Question

As per given $M{{L}^{-1}}{{T}^{-2}}$ is the dimensional formula of
(A). Force
(B). Coefficient of friction
(C). Modulus of elasticity
(D). Energy

Answer 1

According to the Hooke's law, without exceeding the elastic limit of the material, the stress or deformation produced is directly proportional to the force applied. We can calculate the dimensional units of stress and strain by using its definition and use them to determine the dimensional unit of modulus of elasticity.

Formulas used:
$\text{M=}\dfrac{\text{stress}}{\text{strain}}$
$\text{stress=}\dfrac{\text{applied}\,\text{force}}{\text{area}}$
$F=ma$

Complete step by step solution:
According to Hooke's law, stress is directly proportional to strain within the elastic unit of the body. Mathematically,
$\begin{aligned} & \text{stress}\propto \text{strain} \\\ & \Rightarrow \text{stress=(M)strain} \\\ \end{aligned}$
Here, $M$ is the constant of proportionality and is also known as the modulus of elasticity. Therefore, from the above equation, we get,
$\text{M=}\dfrac{\text{stress}}{\text{strain}}$ - (1)
Hence, we can define the modulus of elasticity for a material as the ratio of stress to strain.
The restoring force that is developed per unit cross-sectional area in a body when deforming force is applied on it is known as stress. Thus,
$\text{stress=}\dfrac{\text{applied}\,\text{force}}{\text{area}}$
Force is the product of mass and acceleration of a body. Therefore,
$F=ma$
Here, $F$ is the force applied
$m$ is the mass of the body
$a$ is acceleration
Therefore, from the above equation, the dimensions of force will be-
$\begin{aligned} & [F]=[M][L{{T}^{-2}}] \\\ & \Rightarrow [F]=[ML{{T}^{-2}}] \\\ \end{aligned}$
Therefore, the dimensions of stress will be-
$[S]=\dfrac{[ML{{T}^{-2}}]}{[{{L}^{2}}]}$
$\Rightarrow [S]=[M{{L}^{-1}}{{T}^{-2}}]$ - (2)
Therefore, the dimensions of stress are $[M{{L}^{-1}}{{T}^{-2}}]$.
Strain is a unitless quantity because it is the ratio of two same quantities; it does not have any dimensions.
From eq (1) and eq (2), the dimensions of modulus of elasticity will be-
$[M']=[M{{L}^{-1}}{{T}^{-2}}]$
Therefore, the dimensions of modulus are $M{{L}^{-1}}{{T}^{-2}}$. Hence, the correct option is (C).

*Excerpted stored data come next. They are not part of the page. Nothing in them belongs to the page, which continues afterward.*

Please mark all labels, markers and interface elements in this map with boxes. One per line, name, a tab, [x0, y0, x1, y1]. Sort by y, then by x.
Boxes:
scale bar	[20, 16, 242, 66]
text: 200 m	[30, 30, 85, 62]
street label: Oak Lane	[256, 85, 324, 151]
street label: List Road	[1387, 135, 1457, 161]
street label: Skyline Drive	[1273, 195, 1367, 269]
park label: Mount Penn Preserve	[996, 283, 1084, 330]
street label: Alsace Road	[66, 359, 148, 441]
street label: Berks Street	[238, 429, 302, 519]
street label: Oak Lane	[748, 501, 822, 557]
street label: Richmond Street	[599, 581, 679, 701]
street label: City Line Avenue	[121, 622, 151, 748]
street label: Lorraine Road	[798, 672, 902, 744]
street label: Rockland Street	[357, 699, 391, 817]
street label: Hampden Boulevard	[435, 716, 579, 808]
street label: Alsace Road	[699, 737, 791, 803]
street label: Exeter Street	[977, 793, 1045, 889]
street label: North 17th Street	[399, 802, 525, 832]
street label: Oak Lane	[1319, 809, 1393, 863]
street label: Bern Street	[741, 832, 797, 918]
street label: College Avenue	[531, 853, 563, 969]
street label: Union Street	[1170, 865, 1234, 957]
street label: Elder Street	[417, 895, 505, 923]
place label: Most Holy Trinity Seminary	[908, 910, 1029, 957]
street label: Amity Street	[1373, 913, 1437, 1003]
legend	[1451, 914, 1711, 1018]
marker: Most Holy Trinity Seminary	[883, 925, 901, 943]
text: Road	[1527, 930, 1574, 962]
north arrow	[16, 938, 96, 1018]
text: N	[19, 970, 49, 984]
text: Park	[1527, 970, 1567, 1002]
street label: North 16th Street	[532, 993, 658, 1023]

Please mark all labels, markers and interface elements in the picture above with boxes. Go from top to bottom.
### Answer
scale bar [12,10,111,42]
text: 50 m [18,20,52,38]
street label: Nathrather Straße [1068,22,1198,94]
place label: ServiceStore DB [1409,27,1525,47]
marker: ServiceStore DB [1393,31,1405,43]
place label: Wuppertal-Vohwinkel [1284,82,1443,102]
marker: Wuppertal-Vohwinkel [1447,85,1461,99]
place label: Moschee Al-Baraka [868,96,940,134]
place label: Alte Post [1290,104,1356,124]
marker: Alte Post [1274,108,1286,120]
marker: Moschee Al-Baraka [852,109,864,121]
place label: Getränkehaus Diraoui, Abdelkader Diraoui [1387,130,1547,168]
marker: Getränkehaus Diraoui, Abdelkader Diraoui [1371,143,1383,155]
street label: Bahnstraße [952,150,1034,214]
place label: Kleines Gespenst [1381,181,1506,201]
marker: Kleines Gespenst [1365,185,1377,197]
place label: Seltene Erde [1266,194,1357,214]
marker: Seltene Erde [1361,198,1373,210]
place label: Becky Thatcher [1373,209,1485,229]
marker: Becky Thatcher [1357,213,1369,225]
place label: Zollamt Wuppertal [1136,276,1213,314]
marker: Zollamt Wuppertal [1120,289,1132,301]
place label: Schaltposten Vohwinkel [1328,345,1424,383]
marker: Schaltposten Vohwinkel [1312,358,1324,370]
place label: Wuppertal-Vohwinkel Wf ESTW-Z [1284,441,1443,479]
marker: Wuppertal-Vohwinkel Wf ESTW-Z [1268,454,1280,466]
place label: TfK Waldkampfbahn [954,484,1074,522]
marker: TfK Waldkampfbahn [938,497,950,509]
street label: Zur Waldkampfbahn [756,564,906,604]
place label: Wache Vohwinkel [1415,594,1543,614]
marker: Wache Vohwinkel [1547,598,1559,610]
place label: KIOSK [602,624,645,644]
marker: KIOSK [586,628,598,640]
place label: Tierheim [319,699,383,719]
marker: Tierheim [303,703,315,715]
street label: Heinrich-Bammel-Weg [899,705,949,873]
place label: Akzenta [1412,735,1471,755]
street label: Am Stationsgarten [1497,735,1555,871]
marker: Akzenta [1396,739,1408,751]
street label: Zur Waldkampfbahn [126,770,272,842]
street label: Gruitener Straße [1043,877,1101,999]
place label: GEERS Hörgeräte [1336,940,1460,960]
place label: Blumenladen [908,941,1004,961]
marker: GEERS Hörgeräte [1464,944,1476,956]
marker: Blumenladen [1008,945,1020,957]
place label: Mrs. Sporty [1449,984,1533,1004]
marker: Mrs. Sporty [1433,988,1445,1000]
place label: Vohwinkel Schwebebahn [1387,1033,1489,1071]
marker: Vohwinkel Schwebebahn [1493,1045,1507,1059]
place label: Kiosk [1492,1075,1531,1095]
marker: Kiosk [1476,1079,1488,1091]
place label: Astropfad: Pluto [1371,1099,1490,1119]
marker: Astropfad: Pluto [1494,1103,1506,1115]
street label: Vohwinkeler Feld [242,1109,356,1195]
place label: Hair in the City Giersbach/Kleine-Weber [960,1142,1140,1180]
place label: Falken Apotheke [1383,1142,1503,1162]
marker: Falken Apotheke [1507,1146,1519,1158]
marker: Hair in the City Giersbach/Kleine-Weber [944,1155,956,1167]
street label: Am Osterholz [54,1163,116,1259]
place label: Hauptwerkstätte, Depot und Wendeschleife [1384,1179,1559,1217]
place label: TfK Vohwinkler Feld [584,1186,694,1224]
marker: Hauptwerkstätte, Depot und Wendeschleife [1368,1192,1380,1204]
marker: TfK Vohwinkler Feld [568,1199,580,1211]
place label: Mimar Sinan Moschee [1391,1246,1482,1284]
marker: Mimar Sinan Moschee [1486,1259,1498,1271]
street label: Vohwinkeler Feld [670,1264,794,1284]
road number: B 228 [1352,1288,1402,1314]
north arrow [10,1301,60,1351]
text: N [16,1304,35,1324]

Note: The dimensional unit of a physical quantity is an equation which represents the unit in terms of seven fundamental units. The modulus of elasticity of a material can also be stated as the slope of the stress-strain curve in the elastic deformation region. The stress- strain curve gives a relationship between stress and strain of a body when a load is applied to it and then gradually removed.